## Available data
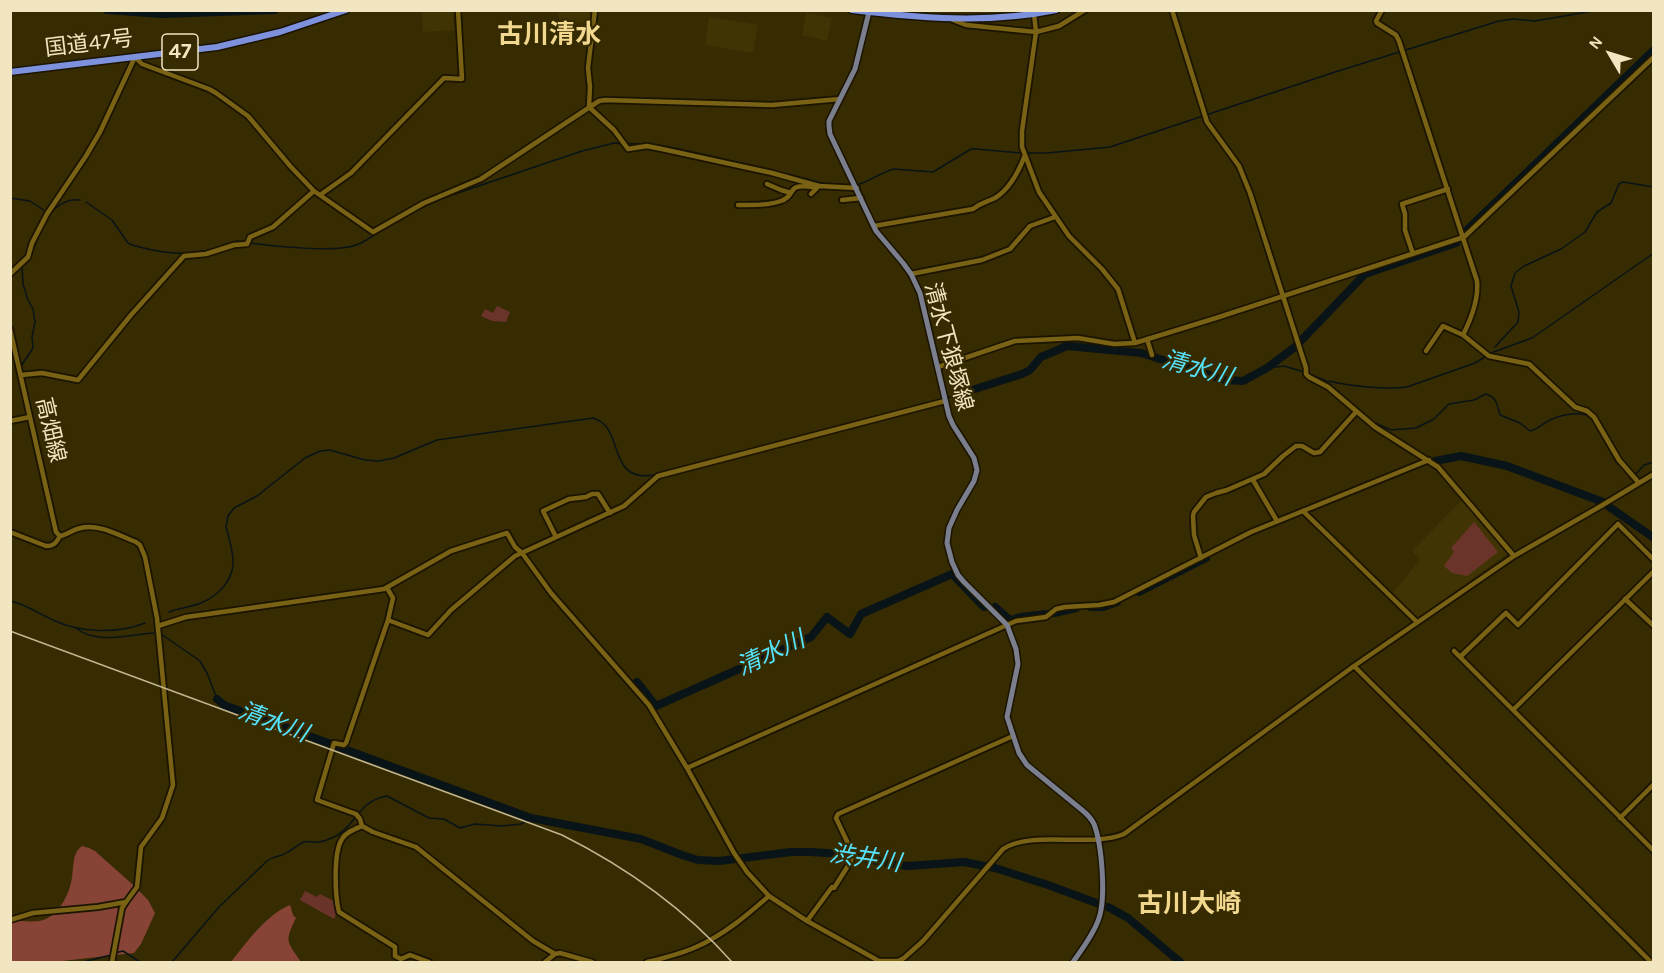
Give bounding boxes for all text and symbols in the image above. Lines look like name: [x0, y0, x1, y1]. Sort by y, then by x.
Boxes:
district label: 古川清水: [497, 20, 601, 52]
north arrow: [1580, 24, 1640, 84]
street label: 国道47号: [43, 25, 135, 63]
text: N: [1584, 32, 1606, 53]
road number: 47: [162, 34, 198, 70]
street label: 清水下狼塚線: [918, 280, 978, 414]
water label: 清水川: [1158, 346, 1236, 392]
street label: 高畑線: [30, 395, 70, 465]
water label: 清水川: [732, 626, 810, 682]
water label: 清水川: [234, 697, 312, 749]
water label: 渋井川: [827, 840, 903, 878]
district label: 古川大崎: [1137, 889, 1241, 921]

...

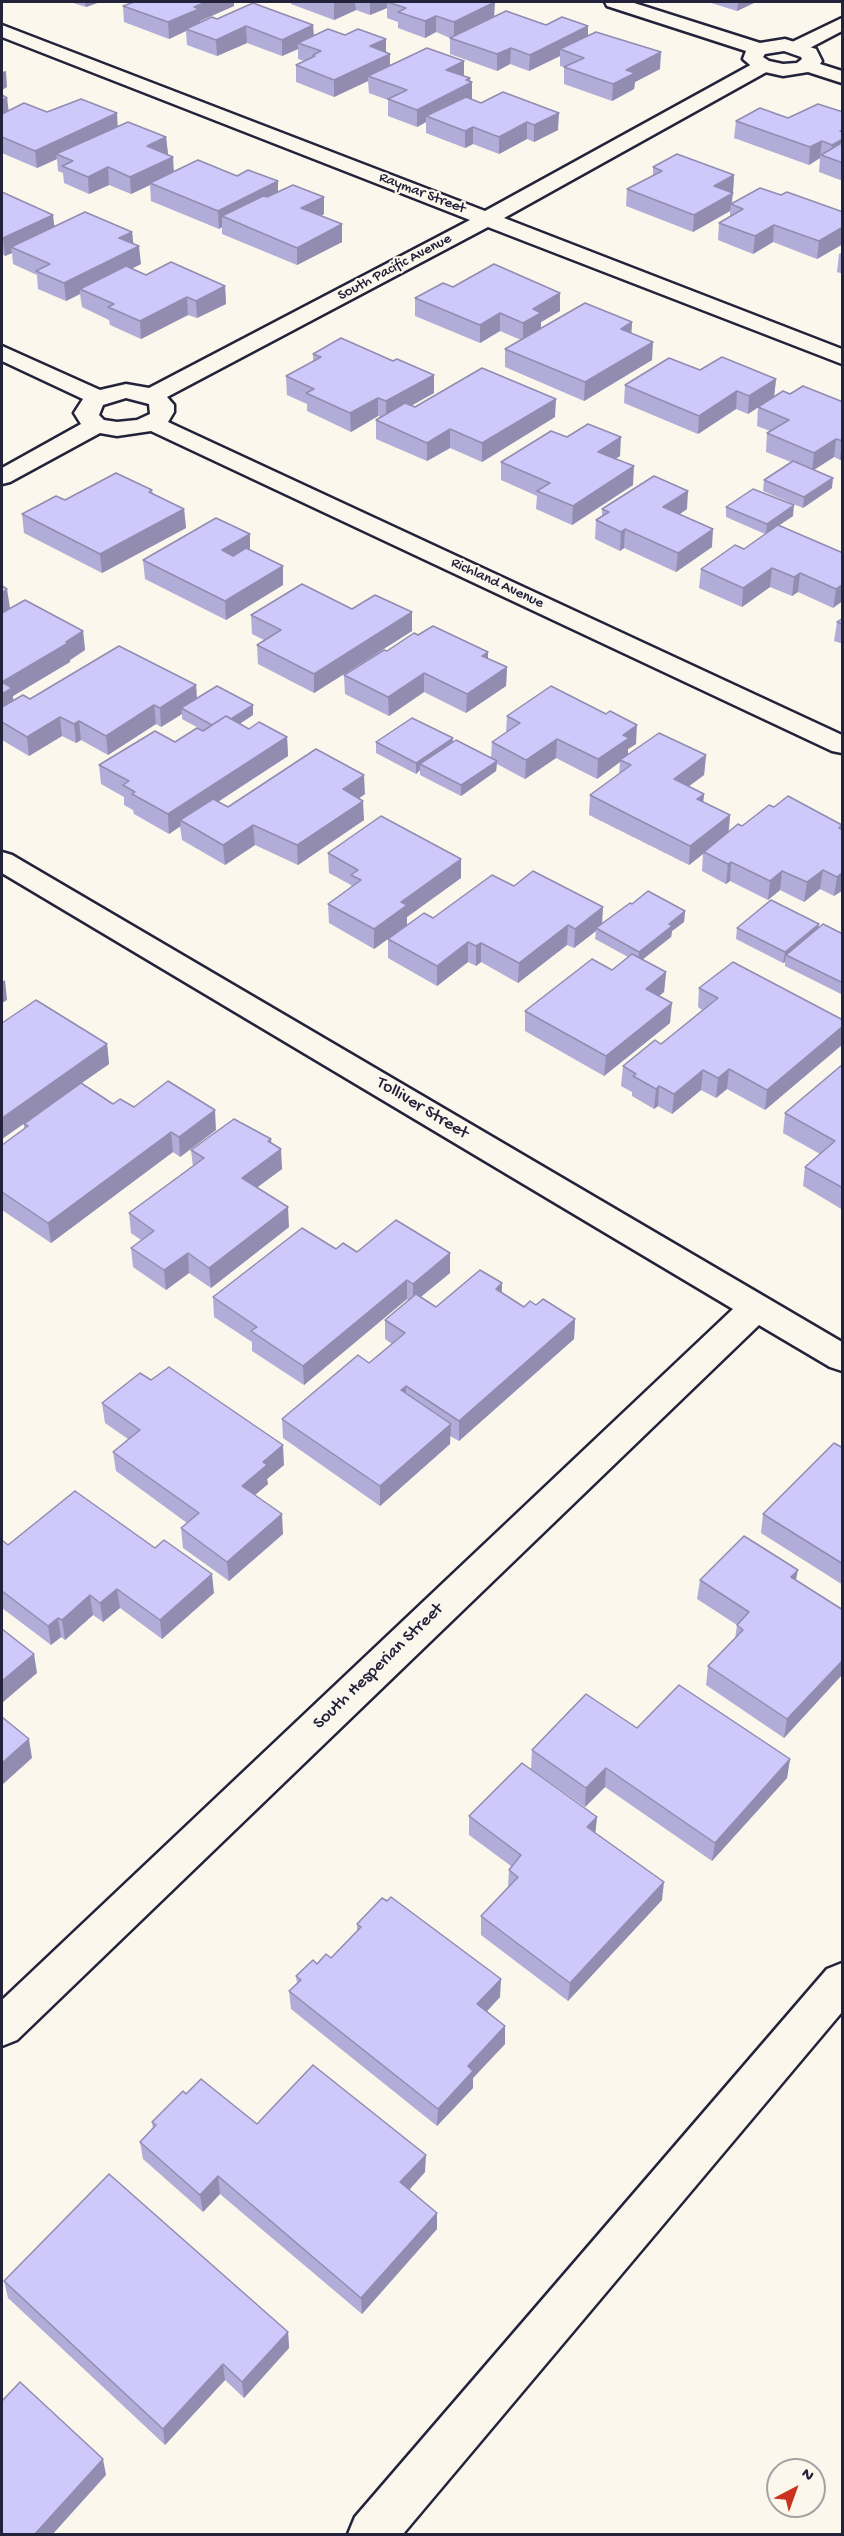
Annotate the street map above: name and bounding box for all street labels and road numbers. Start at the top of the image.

## Exercise details
Among the entries, how many lines include the word "above"? Give only the number.

## Completed exercise
2